Goal of the exercise:
Nothing but the images should be left out when the entries are restated word for word.

Dataset entries:
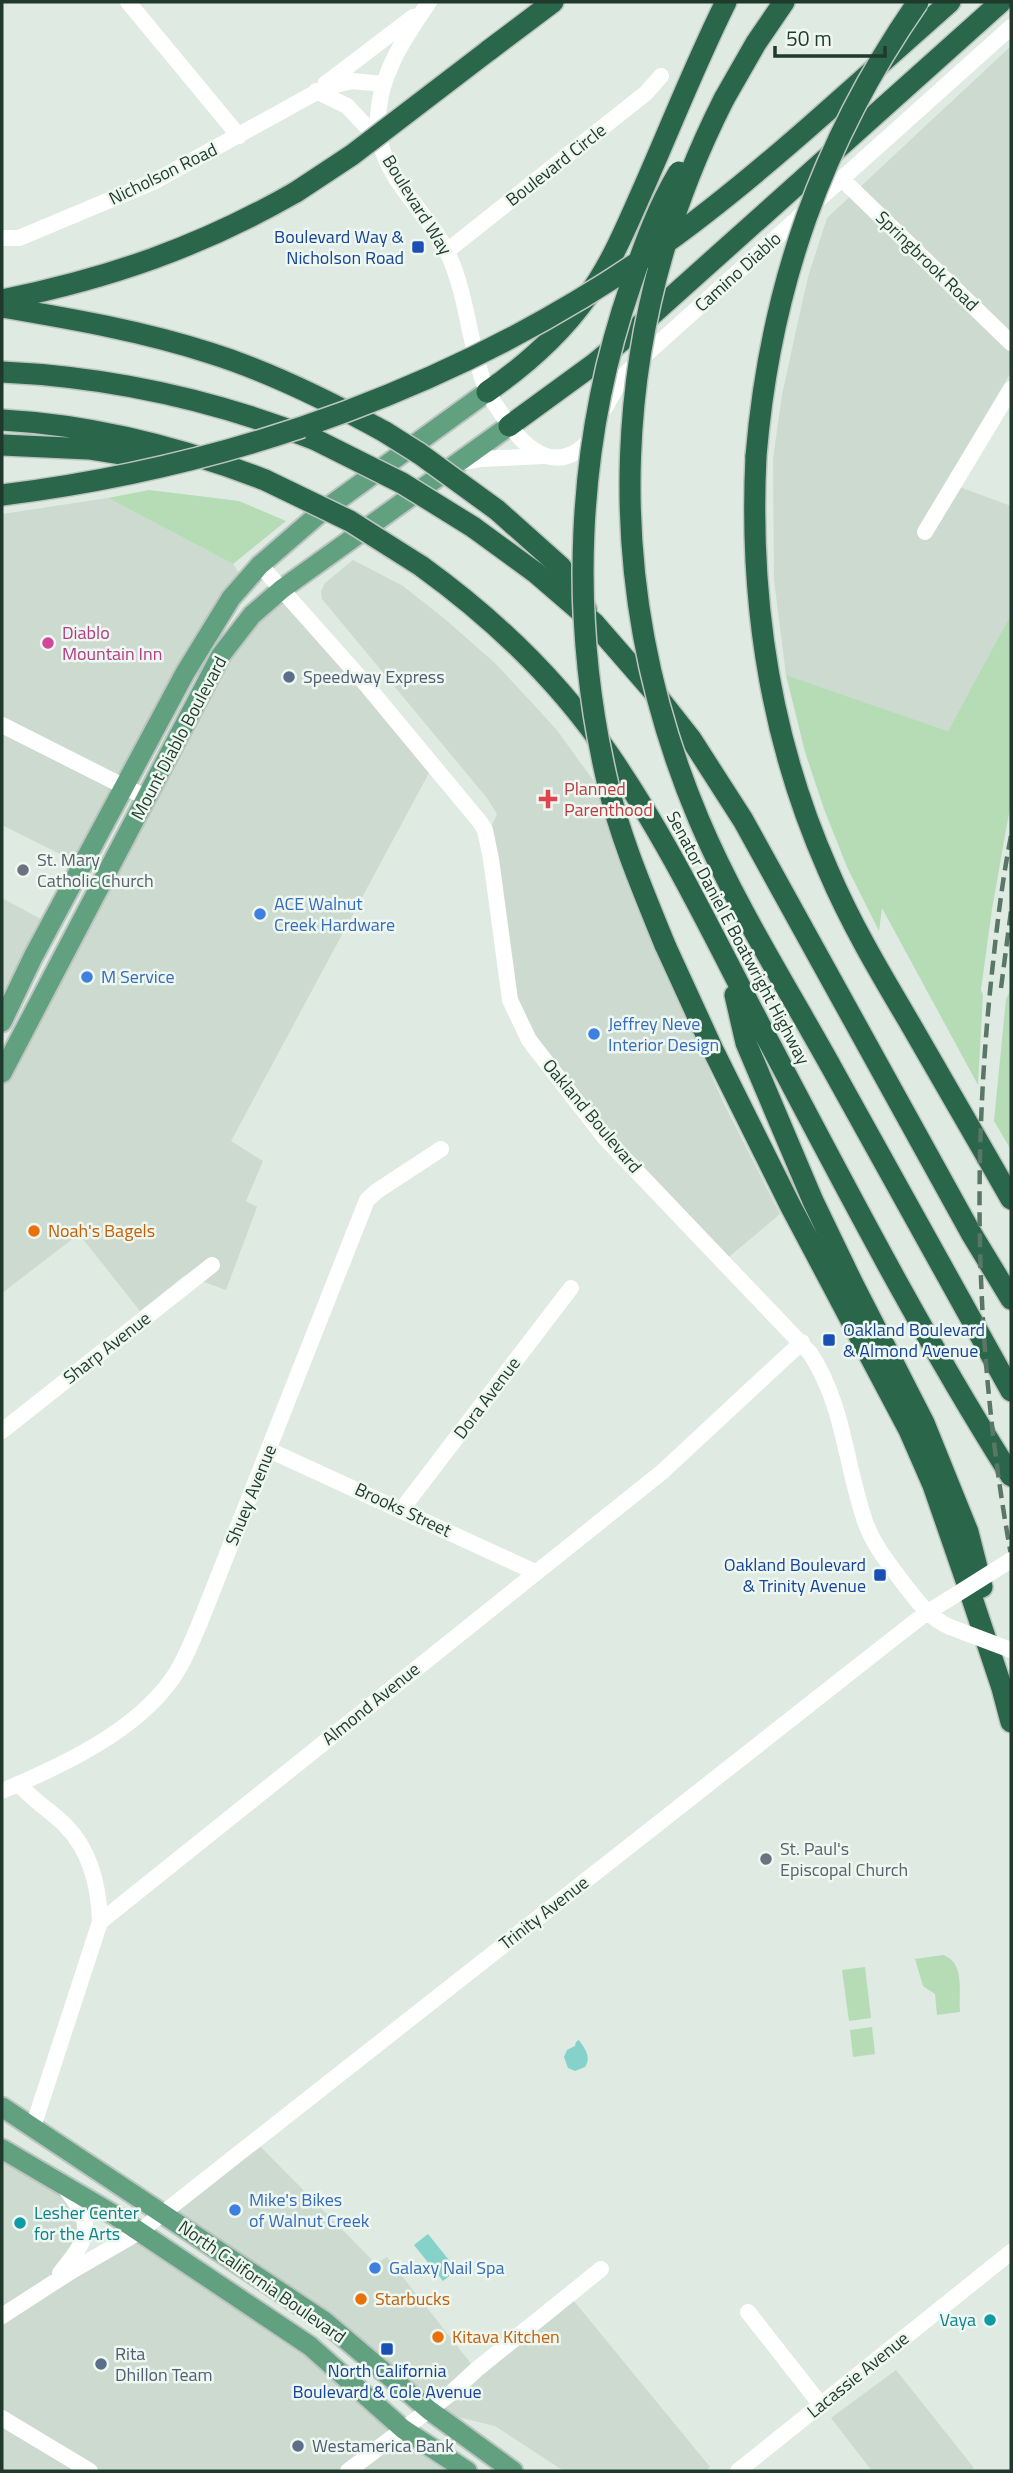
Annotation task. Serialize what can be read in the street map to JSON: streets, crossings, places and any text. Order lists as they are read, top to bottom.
{
  "streets": {
    "highway": ["Senator Daniel E Boatwright Highway"],
    "main road": ["Mount Diablo Boulevard", "North California Boulevard"],
    "street": [
      "Boulevard Circle",
      "Nicholson Road",
      "Boulevard Way",
      "Springbrook Road",
      "Camino Diablo",
      "Oakland Boulevard",
      "Sharp Avenue",
      "Dora Avenue",
      "Shuey Avenue",
      "Brooks Street",
      "Almond Avenue",
      "Trinity Avenue",
      "Lacassie Avenue"
    ]
  },
  "crossings": [
    ["Boulevard Circle", "Boulevard Way"],
    ["Nicholson Road", "Boulevard Way"],
    ["Boulevard Way", "Mount Diablo Boulevard"],
    ["Springbrook Road", "Camino Diablo"],
    ["Camino Diablo", "Mount Diablo Boulevard"],
    ["Mount Diablo Boulevard", "Oakland Boulevard"],
    ["Oakland Boulevard", "Almond Avenue"],
    ["Oakland Boulevard", "Trinity Avenue"],
    ["Dora Avenue", "Brooks Street"],
    ["Shuey Avenue", "Brooks Street"],
    ["Brooks Street", "Almond Avenue"],
    ["Trinity Avenue", "North California Boulevard"]
  ],
  "places": {
    "transit": [
      "Boulevard Way & Nicholson Road",
      "Oakland Boulevard & Almond Avenue",
      "Oakland Boulevard & Trinity Avenue",
      "North California Boulevard & Cole Avenue"
    ],
    "other": [
      "Diablo Mountain Inn",
      "Speedway Express",
      "St. Mary Catholic Church",
      "ACE Walnut Creek Hardware",
      "M Service",
      "Jeffrey Neve Interior Design",
      "Noah's Bagels",
      "St. Paul's Episcopal Church",
      "Mike's Bikes of Walnut Creek",
      "Lesher Center for the Arts",
      "Galaxy Nail Spa",
      "Starbucks",
      "Vaya",
      "Kitava Kitchen",
      "Rita Dhillon Team",
      "Westamerica Bank"
    ],
    "health": ["Planned Parenthood"]
  },
  "scale_bar": "50 m"
}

Problem solution:
Annotation task. Serialize what can be read in the street map to JSON: streets, crossings, places and any text. Order lists as they are read, top to bottom.
{
  "streets": {
    "highway": ["Senator Daniel E Boatwright Highway"],
    "main road": ["Mount Diablo Boulevard", "North California Boulevard"],
    "street": [
      "Boulevard Circle",
      "Nicholson Road",
      "Boulevard Way",
      "Springbrook Road",
      "Camino Diablo",
      "Oakland Boulevard",
      "Sharp Avenue",
      "Dora Avenue",
      "Shuey Avenue",
      "Brooks Street",
      "Almond Avenue",
      "Trinity Avenue",
      "Lacassie Avenue"
    ]
  },
  "crossings": [
    ["Boulevard Circle", "Boulevard Way"],
    ["Nicholson Road", "Boulevard Way"],
    ["Boulevard Way", "Mount Diablo Boulevard"],
    ["Springbrook Road", "Camino Diablo"],
    ["Camino Diablo", "Mount Diablo Boulevard"],
    ["Mount Diablo Boulevard", "Oakland Boulevard"],
    ["Oakland Boulevard", "Almond Avenue"],
    ["Oakland Boulevard", "Trinity Avenue"],
    ["Dora Avenue", "Brooks Street"],
    ["Shuey Avenue", "Brooks Street"],
    ["Brooks Street", "Almond Avenue"],
    ["Trinity Avenue", "North California Boulevard"]
  ],
  "places": {
    "transit": [
      "Boulevard Way & Nicholson Road",
      "Oakland Boulevard & Almond Avenue",
      "Oakland Boulevard & Trinity Avenue",
      "North California Boulevard & Cole Avenue"
    ],
    "other": [
      "Diablo Mountain Inn",
      "Speedway Express",
      "St. Mary Catholic Church",
      "ACE Walnut Creek Hardware",
      "M Service",
      "Jeffrey Neve Interior Design",
      "Noah's Bagels",
      "St. Paul's Episcopal Church",
      "Mike's Bikes of Walnut Creek",
      "Lesher Center for the Arts",
      "Galaxy Nail Spa",
      "Starbucks",
      "Vaya",
      "Kitava Kitchen",
      "Rita Dhillon Team",
      "Westamerica Bank"
    ],
    "health": ["Planned Parenthood"]
  },
  "scale_bar": "50 m"
}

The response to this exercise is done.